What if the same call GET “/not/a/valid/path” is called from say a mobile app or code not using React ? The front-end may not know how to use the html page that is returned.

Obviously we don’t want the backend to respond differently based on who the caller is - could be React or Angular or Flutter … ?

Well, if you have a native (mobile) app that needs to talk to the backend, you tell it to use /nativemobileappAPI/… and reserve / (that returns the browser-based React frontend) for end users and their browsers.

If for reasons that I don’t understand you want several front-ends with different technologies baked into the same Docker images as the back-end, you would need /reactBase to return React’s index.html, /angularBase to return whatever Angular uses as the anchor, etc. and have the controller respond to GET / by figuring out what front-end just called and redirect it accordingly.
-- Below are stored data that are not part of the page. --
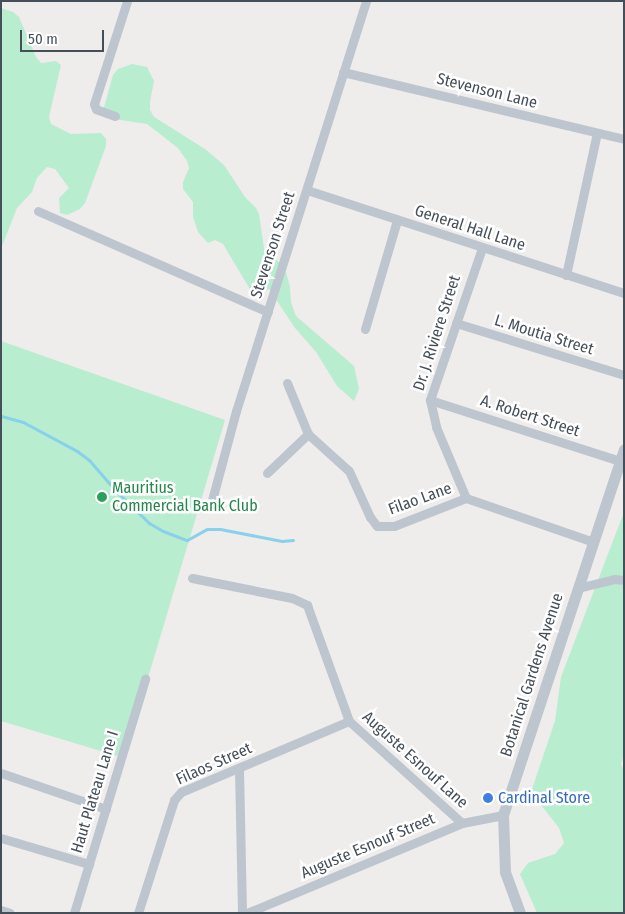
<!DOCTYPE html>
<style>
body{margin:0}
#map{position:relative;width:625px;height:914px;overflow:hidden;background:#efecec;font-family:"Fira Sans Condensed",sans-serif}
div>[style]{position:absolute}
.green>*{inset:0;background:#b9edcf}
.stream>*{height:3px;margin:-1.5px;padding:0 1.5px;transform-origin:1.5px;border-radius:1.5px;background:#87d2ea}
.minor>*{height:9px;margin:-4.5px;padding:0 4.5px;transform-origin:4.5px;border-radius:4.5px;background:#bdc6ce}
.tertiary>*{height:11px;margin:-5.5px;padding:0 5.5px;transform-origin:5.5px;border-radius:5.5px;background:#bdc6ce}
.dots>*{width:14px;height:14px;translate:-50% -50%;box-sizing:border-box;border:2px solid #fff;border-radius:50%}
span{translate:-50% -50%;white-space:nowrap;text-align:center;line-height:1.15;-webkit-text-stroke:5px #fff;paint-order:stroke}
.street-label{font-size:16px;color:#454f59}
.leisure-label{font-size:16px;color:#27864d}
.left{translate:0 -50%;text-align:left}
.shop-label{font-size:16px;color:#366cbe}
.frame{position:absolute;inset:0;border:2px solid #454f59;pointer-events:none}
.scale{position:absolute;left:20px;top:30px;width:84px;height:22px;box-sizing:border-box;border:2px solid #454f59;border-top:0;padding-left:6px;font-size:15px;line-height:18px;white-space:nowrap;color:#454f59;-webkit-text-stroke:4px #fff;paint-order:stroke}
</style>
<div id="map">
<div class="green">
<i style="clip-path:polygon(1px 8px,13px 12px,19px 17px,36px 57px,41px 63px,56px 61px,61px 65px,49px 117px,51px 124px,71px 134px,101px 133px,106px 139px,106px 146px,85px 203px,80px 209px,67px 215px,60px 213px,59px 198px,69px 188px,55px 169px,47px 167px,37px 178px,32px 192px,17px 208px,1px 249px)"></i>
<i style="clip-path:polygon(132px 64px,147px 67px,154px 81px,150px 102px,150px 110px,154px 117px,205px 149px,224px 165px,245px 197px,256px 208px,259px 214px,265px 255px,277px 260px,286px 272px,290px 287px,291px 302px,296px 316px,354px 366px,359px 389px,354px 401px,337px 386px,316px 352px,295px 328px,269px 289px,258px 295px,251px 291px,223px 244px,215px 240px,208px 243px,198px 232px,193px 217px,193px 202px,183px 189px,183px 182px,189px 168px,187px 161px,178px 148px,147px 124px,107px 118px,103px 111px,113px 75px,118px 69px)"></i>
<i style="clip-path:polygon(1px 341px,225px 420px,124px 758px,1px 721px)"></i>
<i style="clip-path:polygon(624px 512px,624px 755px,621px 764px,624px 771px,624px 913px,537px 913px,520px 874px,528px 863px,555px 854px,564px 843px,559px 828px,531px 792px,555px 721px,561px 677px)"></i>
</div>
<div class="stream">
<i style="left:1px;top:416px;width:23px;rotate:15deg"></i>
<i style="left:23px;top:422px;width:61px;rotate:28.2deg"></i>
<i style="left:77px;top:451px;width:15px;rotate:37deg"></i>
<i style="left:89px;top:460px;width:41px;rotate:48.9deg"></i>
<i style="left:116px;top:491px;width:46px;rotate:44.1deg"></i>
<i style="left:149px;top:523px;width:16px;rotate:30deg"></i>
<i style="left:163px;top:531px;width:26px;rotate:21deg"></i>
<i style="left:187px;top:540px;width:23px;rotate:-29deg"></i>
<i style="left:207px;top:529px;width:13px"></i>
<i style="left:220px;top:529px;width:63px;rotate:11deg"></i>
<i style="left:282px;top:541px;width:11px;rotate:-5deg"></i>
</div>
<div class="minor">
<i style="left:343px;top:72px;width:289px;rotate:13.4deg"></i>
<i style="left:115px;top:116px;width:20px;rotate:-160deg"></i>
<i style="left:96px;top:109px;width:5px;rotate:-112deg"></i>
<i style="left:94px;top:104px;width:108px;rotate:-72.2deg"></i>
<i style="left:307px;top:190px;width:333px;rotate:18deg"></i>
<i style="left:38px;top:211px;width:251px;rotate:23.7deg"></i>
<i style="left:482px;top:248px;width:161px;rotate:108.9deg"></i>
<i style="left:430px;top:400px;width:28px;rotate:77deg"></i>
<i style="left:436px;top:427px;width:77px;rotate:67.1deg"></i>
<i style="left:466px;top:498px;width:135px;rotate:19deg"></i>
<i style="left:566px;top:275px;width:145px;rotate:-77.7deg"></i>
<i style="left:456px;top:323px;width:176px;rotate:17.2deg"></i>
<i style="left:365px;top:329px;width:114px;rotate:-73.6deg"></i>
<i style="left:287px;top:383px;width:55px;rotate:67.6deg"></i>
<i style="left:308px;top:434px;width:55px;rotate:42.1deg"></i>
<i style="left:349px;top:471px;width:51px;rotate:65.5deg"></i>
<i style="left:370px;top:517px;width:11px;rotate:52deg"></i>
<i style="left:377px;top:526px;width:17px"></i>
<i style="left:394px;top:526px;width:77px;rotate:-21.3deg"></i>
<i style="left:430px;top:400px;width:200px;rotate:17.8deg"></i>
<i style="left:267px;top:473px;width:57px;rotate:-43.6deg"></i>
<i style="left:212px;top:500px;width:92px;rotate:-74.9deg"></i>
<i style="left:236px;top:411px;width:430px;rotate:-72.4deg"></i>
<i style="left:192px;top:578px;width:102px;rotate:11.3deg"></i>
<i style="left:292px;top:598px;width:17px;rotate:25deg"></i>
<i style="left:307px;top:605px;width:123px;rotate:70.1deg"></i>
<i style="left:349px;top:721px;width:152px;rotate:42.1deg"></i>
<i style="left:578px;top:588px;width:37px;rotate:-14deg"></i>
<i style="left:614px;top:579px;width:10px;rotate:6deg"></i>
<i style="left:239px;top:769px;width:144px;rotate:88.8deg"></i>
<i style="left:1px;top:773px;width:111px;rotate:18.9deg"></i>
<i style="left:1px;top:838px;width:92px;rotate:16.5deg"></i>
<i style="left:1px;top:910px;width:9px;rotate:18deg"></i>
<i style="left:74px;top:913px;width:245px;rotate:-73.1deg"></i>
<i style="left:138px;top:913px;width:119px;rotate:-72.3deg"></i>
<i style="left:174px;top:800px;width:11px;rotate:-49deg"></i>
<i style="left:181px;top:792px;width:182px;rotate:-22.9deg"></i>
<i style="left:247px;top:913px;width:233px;rotate:-22.7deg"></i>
<i style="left:462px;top:823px;width:42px;rotate:-11deg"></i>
</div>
<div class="tertiary">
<i style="left:520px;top:913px;width:44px;rotate:-110.1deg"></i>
<i style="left:505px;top:872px;width:57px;rotate:-92deg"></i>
<i style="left:503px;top:815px;width:385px;rotate:-71.7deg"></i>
</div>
<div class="dots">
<i style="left:102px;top:497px;background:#2e9e5b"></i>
<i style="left:488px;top:798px;background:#3f7fe0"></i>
</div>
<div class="street-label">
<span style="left:487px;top:91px;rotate:14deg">Stevenson Lane</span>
<span style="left:470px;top:228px;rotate:18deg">General Hall Lane</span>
<span style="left:273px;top:245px;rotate:-72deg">Stevenson Street</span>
<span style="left:437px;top:333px;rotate:-72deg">Dr. J. Riviere Street</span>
<span style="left:544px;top:335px;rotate:17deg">L. Moutia Street</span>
<span style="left:530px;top:416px;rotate:18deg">A. Robert Street</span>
<span style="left:420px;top:499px;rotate:-20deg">Filao Lane</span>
<span style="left:532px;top:675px;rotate:-72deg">Botanical Gardens Avenue</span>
<span style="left:415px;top:760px;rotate:42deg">Auguste Esnouf Lane</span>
<span style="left:214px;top:764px;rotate:-24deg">Filaos Street</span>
<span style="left:95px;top:792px;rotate:-73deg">Haut Plateau Lane I</span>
<span style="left:368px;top:846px;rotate:-23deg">Auguste Esnouf Street</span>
</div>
<div class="leisure-label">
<span class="left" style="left:112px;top:497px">Mauritius<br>Commercial Bank Club</span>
</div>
<div class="shop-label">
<span class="left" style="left:498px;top:798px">Cardinal Store</span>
</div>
<div class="frame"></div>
<div class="scale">50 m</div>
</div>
I would never ever do that, however, and rather have the Play app provide an API in one deployment unit and other apps provide various front-ends.

That said, https://railoscope.com/ bakes two front-ends into the same Docker image as the Play backend. And that’s fine because both front-ends use the same technology (React with TypeScript), the user-friendly / is for end-users and returns the end-user front-end whille /somethingElse is for the developers only and returns the admin front-end.